The Inference Report

April 4, 2026

The trending set reveals two distinct gravitational pulls in developer tooling right now. On one side, there's a consolidation around conversational interfaces to LLMs, Onyx positions itself as a platform-agnostic chat layer that works across any model, while Oh My codeX and Prompts.Chat treat the LLM as a building block for agents and prompt management. These aren't solving new problems so much as making existing ones less painful: the friction of model switching, the tedium of prompt versioning, the need to coordinate multiple AI calls. Prompts.Chat's 157k stars reflects something less about the tool's technical merit and more about network effects in prompt sharing, it's a community collection that benefits from being the largest collection. Sherlock and OpenScreen occupy a different niche entirely, solving concrete, specific problems that don't require an LLM at all. Sherlock hunts usernames across social networks through pattern matching and HTTP requests. OpenScreen records and edits screen demos without subscriptions or watermarks, competing directly against Screen Studio on pure capability. Both solve problems that existed before LLMs and will exist after.

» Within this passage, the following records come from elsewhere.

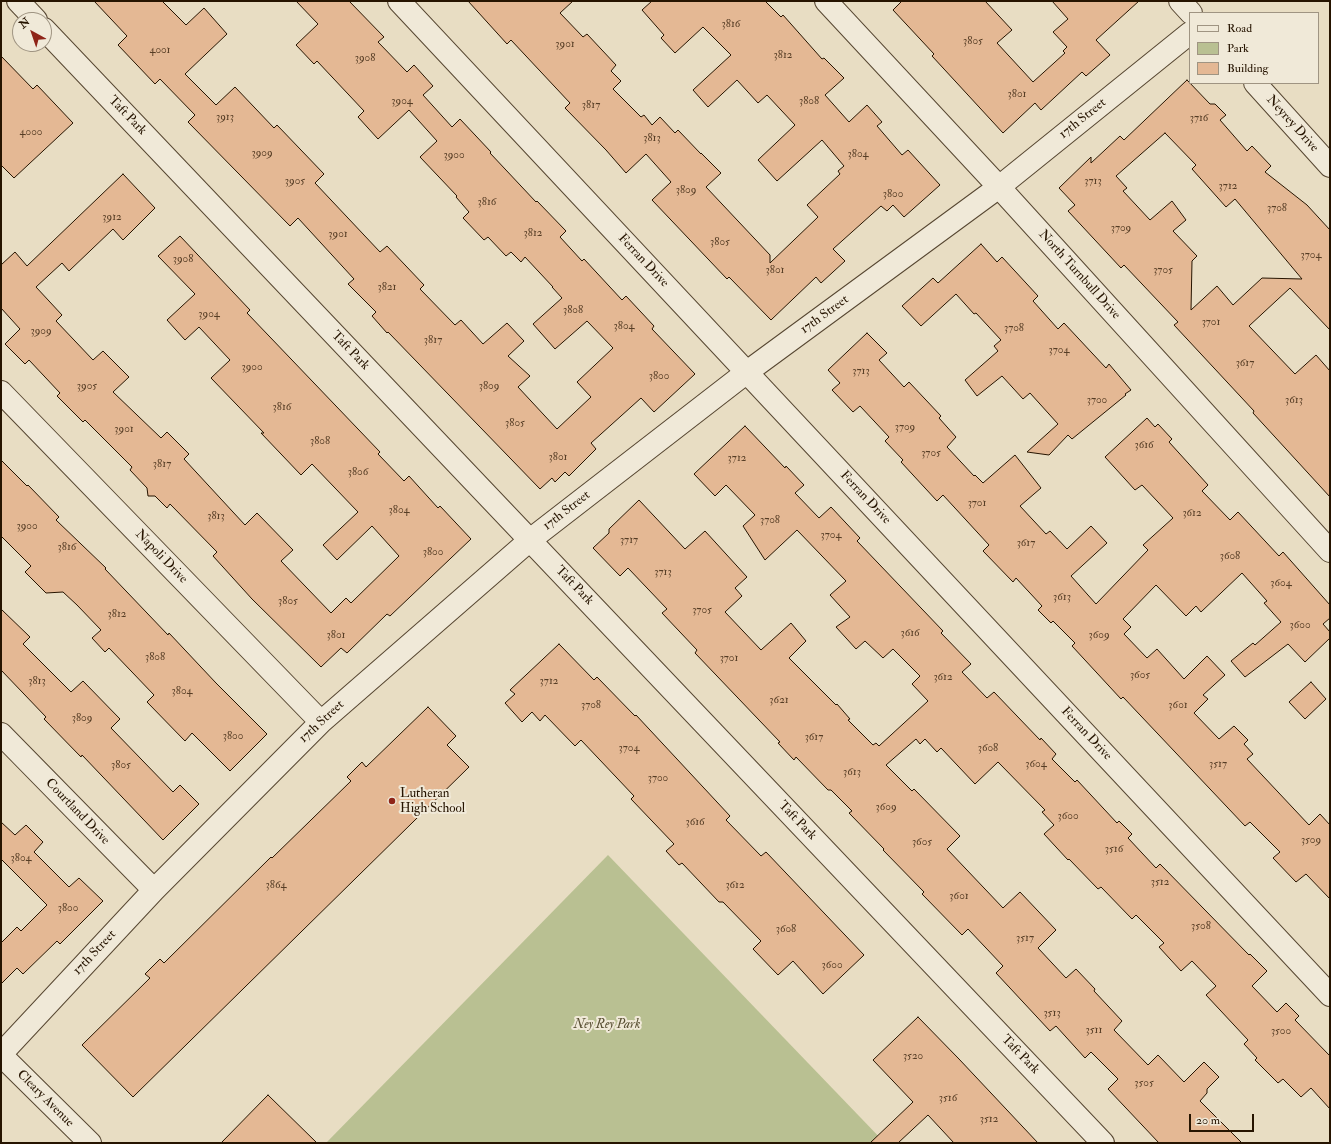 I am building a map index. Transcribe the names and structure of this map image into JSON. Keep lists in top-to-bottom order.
{
  "streets": {
    "street": [
      "Taft Park",
      "17th Street",
      "Neyrey Drive",
      "Ferran Drive",
      "North Turnbull Drive",
      "Napoli Drive",
      "Courtland Drive",
      "Cleary Avenue"
    ]
  },
  "crossings": [
    ["Taft Park", "17th Street"],
    ["17th Street", "Ferran Drive"],
    ["17th Street", "North Turnbull Drive"],
    ["17th Street", "Napoli Drive"],
    ["17th Street", "Courtland Drive"],
    ["17th Street", "Cleary Avenue"]
  ],
  "parks": ["Ney Rey Park"],
  "places": ["Lutheran High School"],
  "house_numbers": [
    "3816",
    "3805",
    "3901",
    "4001",
    "3812",
    "3908",
    "3801",
    "3904",
    "3808",
    "3817",
    "3913",
    "3716",
    "4000",
    "3813",
    "3909",
    "3804",
    "3900",
    "3905",
    "3713",
    "3712",
    "3809",
    "3800",
    "3816",
    "3708",
    "3912",
    "3709",
    "3812",
    "3901",
    "3805",
    "3704",
    "3908",
    "3801",
    "3705",
    "3821",
    "3808",
    "3904",
    "3701",
    "3804",
    "3708",
    "3909",
    "3817",
    "3704",
    "3617",
    "3900",
    "3713",
    "3800",
    "3905",
    "3809",
    "3700",
    "3613",
    "3816",
    "3805",
    "3709",
    "3901",
    "3808",
    "3616",
    "3705",
    "3801",
    "3712",
    "3817",
    "3806",
    "3701",
    "3804",
    "3612",
    "3813",
    "3708",
    "3900",
    "3704",
    "3717",
    "3617",
    "3816",
    "3800",
    "3608",
    "3713",
    "3604",
    "3613",
    "3805",
    "3705",
    "3812",
    "3600",
    "3616",
    "3801",
    "3609",
    "3808",
    "3701",
    "3605",
    "3612",
    "3813",
    "3712",
    "3804",
    "3621",
    "3708",
    "3601",
    "3809",
    "3800",
    "3617",
    "3704",
    "3608",
    "3604",
    "3517",
    "3805",
    "3613",
    "3700",
    "3609",
    "3600",
    "3616",
    "3509",
    "3605",
    "3516",
    "3804",
    "3512",
    "3864",
    "3612",
    "3601",
    "3800",
    "3508",
    "3608",
    "3517",
    "3600",
    "3513",
    "3511",
    "3500",
    "3520",
    "3505",
    "3516",
    "3512"
  ],
  "legend": ["Road", "Park", "Building"],
  "scale_bar": "20 m",
  "north": "top left"
} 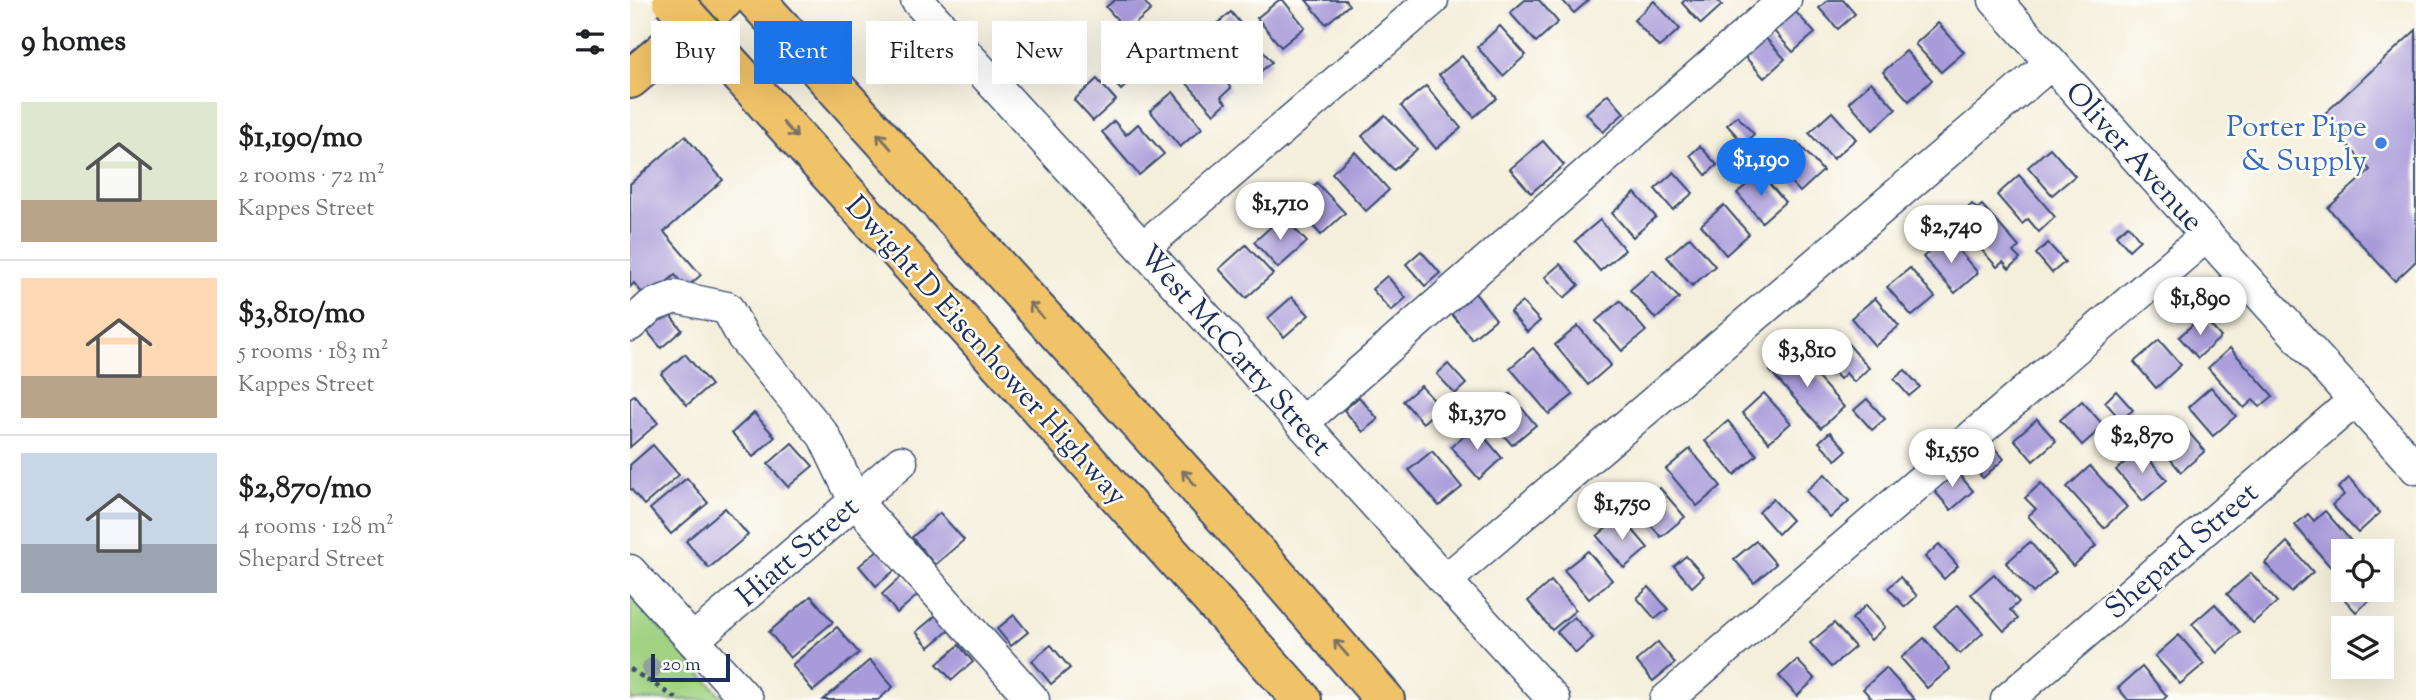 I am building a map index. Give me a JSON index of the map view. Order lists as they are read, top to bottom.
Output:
{
  "streets": {
    "main road": ["Dwight D Eisenhower Highway"],
    "street": [
      "Oliver Avenue",
      "West McCarty Street",
      "Shepard Street",
      "Hiatt Street"
    ]
  },
  "crossings": [
    ["Oliver Avenue", "Shepard Street"]
  ],
  "places": ["Porter Pipe & Supply"],
  "scale_bar": "20 m",
  "page": {
    "heading": "9 homes",
    "chip": [
      "Buy",
      "Rent",
      "Filters",
      "New",
      "Apartment"
    ],
    "list": [
      {
        "name": "$1,190/mo",
        "note": "2 rooms · 72 m² · Kappes Street"
      },
      {
        "name": "$3,810/mo",
        "note": "5 rooms · 183 m² · Kappes Street"
      },
      {
        "name": "$2,870/mo",
        "note": "4 rooms · 128 m² · Shepard Street"
      }
    ],
    "price": [
      "$1,190",
      "$1,710",
      "$2,740",
      "$1,890",
      "$3,810",
      "$1,370",
      "$2,870",
      "$1,550",
      "$1,750"
    ],
    "scale": "20 m"
  }
}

The discovery set shows where the real architectural work is happening. Microsoft's Presidio tackles PII detection and redaction across text and images with pluggable NLP pipelines, the kind of infrastructure that looks boring until you need it in production and realize how fragile ad-hoc solutions become. TimesFM from Google Research is a pretrained foundation model for time-series forecasting, applying the foundation model pattern to a domain where it hasn't dominated as thoroughly as language or vision. Genkit from Google is a framework for building AI-powered applications across multiple languages, which suggests a shift from "LLM wrapper" to "application runtime that happens to use LLMs." Roboflow's Inference and Dograh's voice agent platform indicate developers are pushing past chat interfaces into structured tasks, computer vision on edge devices, voice interaction. The pattern across these isn't about LLM capability or speed. It's about infrastructure: how to route data, how to manage state, how to keep private data private (Matthiasn's Lotti runs offline), how to deploy models reliably. Agents and RL are merging in the discovery set too, AgentsMeetRL curates that intersection, suggesting the next wave isn't better chat but systems that learn from interaction.